What the exercise asks =>
Print all of the data below exactly as it appears, leaving out every image.

Data =>
========================================
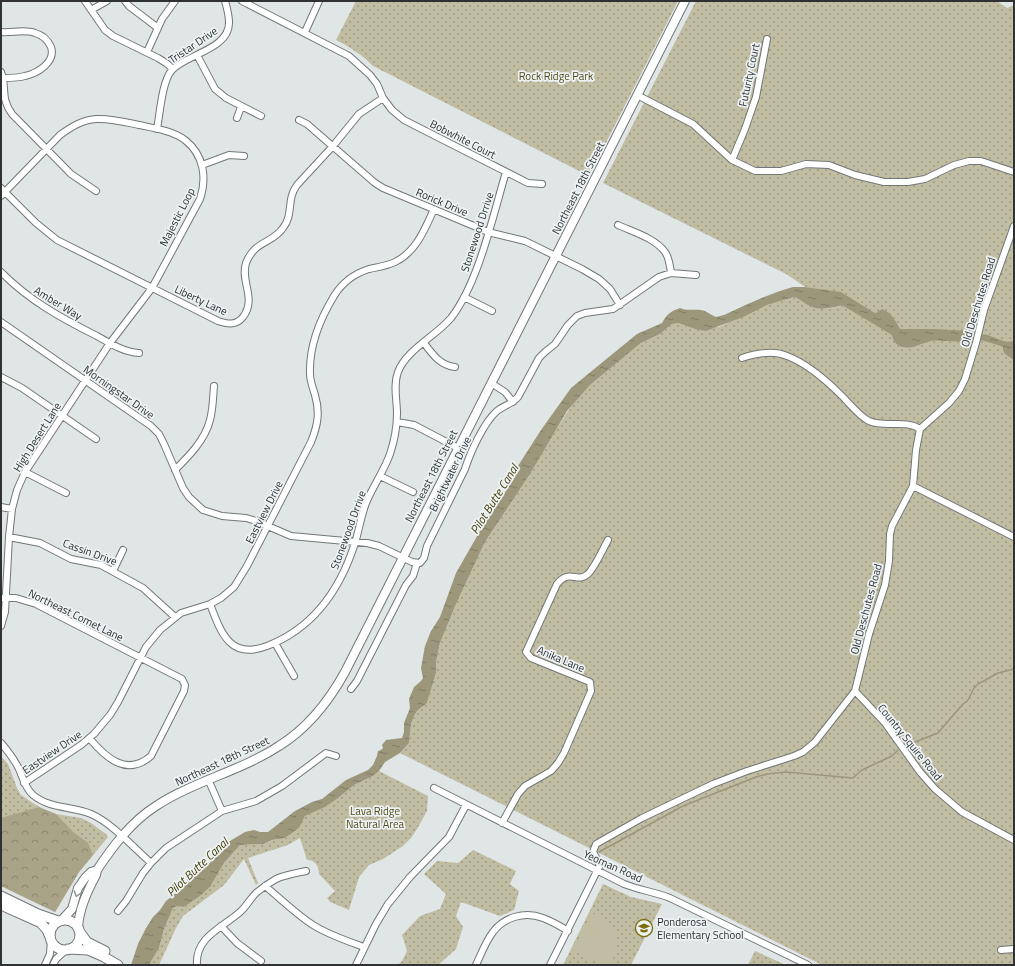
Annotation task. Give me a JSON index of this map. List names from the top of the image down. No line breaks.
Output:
{"streets":{"main road":["Northeast 18th Street"],"street":["Tristar Drive","Futurity Court","Bobwhite Court","Rorick Drive","Majestic Loop","Stonewood Drrive","Liberty Lane","Old Deschutes Road","Amber Way","Morningstar Drive","High Desert Lane","Brightwater Drive","Eastview Drive","Cassin Drive","Northeast Comet Lane","Anika Lane","Country Squire Road","Yeoman Road"]},"crossings":[["Tristar Drive","Majestic Loop"],["Bobwhite Court","Stonewood Drrive"],["Bobwhite Court","Liberty Lane"],["Northeast 18th Street","Rorick Drive"],["Northeast 18th Street","Morningstar Drive"],["Rorick Drive","Stonewood Drrive"],["Rorick Drive","Liberty Lane"],["Rorick Drive","Brightwater Drive"],["Rorick Drive","Eastview Drive"],["Majestic Loop","Liberty Lane"],["Majestic Loop","Amber Way"],["Majestic Loop","Morningstar Drive"],["Majestic Loop","High Desert Lane"],["Stonewood Drrive","Morningstar Drive"],["Stonewood Drrive","Eastview Drive"],["Old Deschutes Road","Country Squire Road"],["Old Deschutes Road","Yeoman Road"],["Morningstar Drive","High Desert Lane"],["Morningstar Drive","Eastview Drive"],["High Desert Lane","Cassin Drive"],["High Desert Lane","Northeast Comet Lane"],["Eastview Drive","Cassin Drive"],["Eastview Drive","Northeast Comet Lane"],["Anika Lane","Yeoman Road"]],"water":["Pilot Butte Canal"],"parks":["Rock Ridge Park","Lava Ridge Natural Area"],"places":{"school or university":["Ponderosa Elementary School"]}}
========================================
Answer section =>
Annotation task. Give me a JSON index of this map. List names from the top of the image down. No line breaks.
Output:
{"streets":{"main road":["Northeast 18th Street"],"street":["Tristar Drive","Futurity Court","Bobwhite Court","Rorick Drive","Majestic Loop","Stonewood Drrive","Liberty Lane","Old Deschutes Road","Amber Way","Morningstar Drive","High Desert Lane","Brightwater Drive","Eastview Drive","Cassin Drive","Northeast Comet Lane","Anika Lane","Country Squire Road","Yeoman Road"]},"crossings":[["Tristar Drive","Majestic Loop"],["Bobwhite Court","Stonewood Drrive"],["Bobwhite Court","Liberty Lane"],["Northeast 18th Street","Rorick Drive"],["Northeast 18th Street","Morningstar Drive"],["Rorick Drive","Stonewood Drrive"],["Rorick Drive","Liberty Lane"],["Rorick Drive","Brightwater Drive"],["Rorick Drive","Eastview Drive"],["Majestic Loop","Liberty Lane"],["Majestic Loop","Amber Way"],["Majestic Loop","Morningstar Drive"],["Majestic Loop","High Desert Lane"],["Stonewood Drrive","Morningstar Drive"],["Stonewood Drrive","Eastview Drive"],["Old Deschutes Road","Country Squire Road"],["Old Deschutes Road","Yeoman Road"],["Morningstar Drive","High Desert Lane"],["Morningstar Drive","Eastview Drive"],["High Desert Lane","Cassin Drive"],["High Desert Lane","Northeast Comet Lane"],["Eastview Drive","Cassin Drive"],["Eastview Drive","Northeast Comet Lane"],["Anika Lane","Yeoman Road"]],"water":["Pilot Butte Canal"],"parks":["Rock Ridge Park","Lava Ridge Natural Area"],"places":{"school or university":["Ponderosa Elementary School"]}}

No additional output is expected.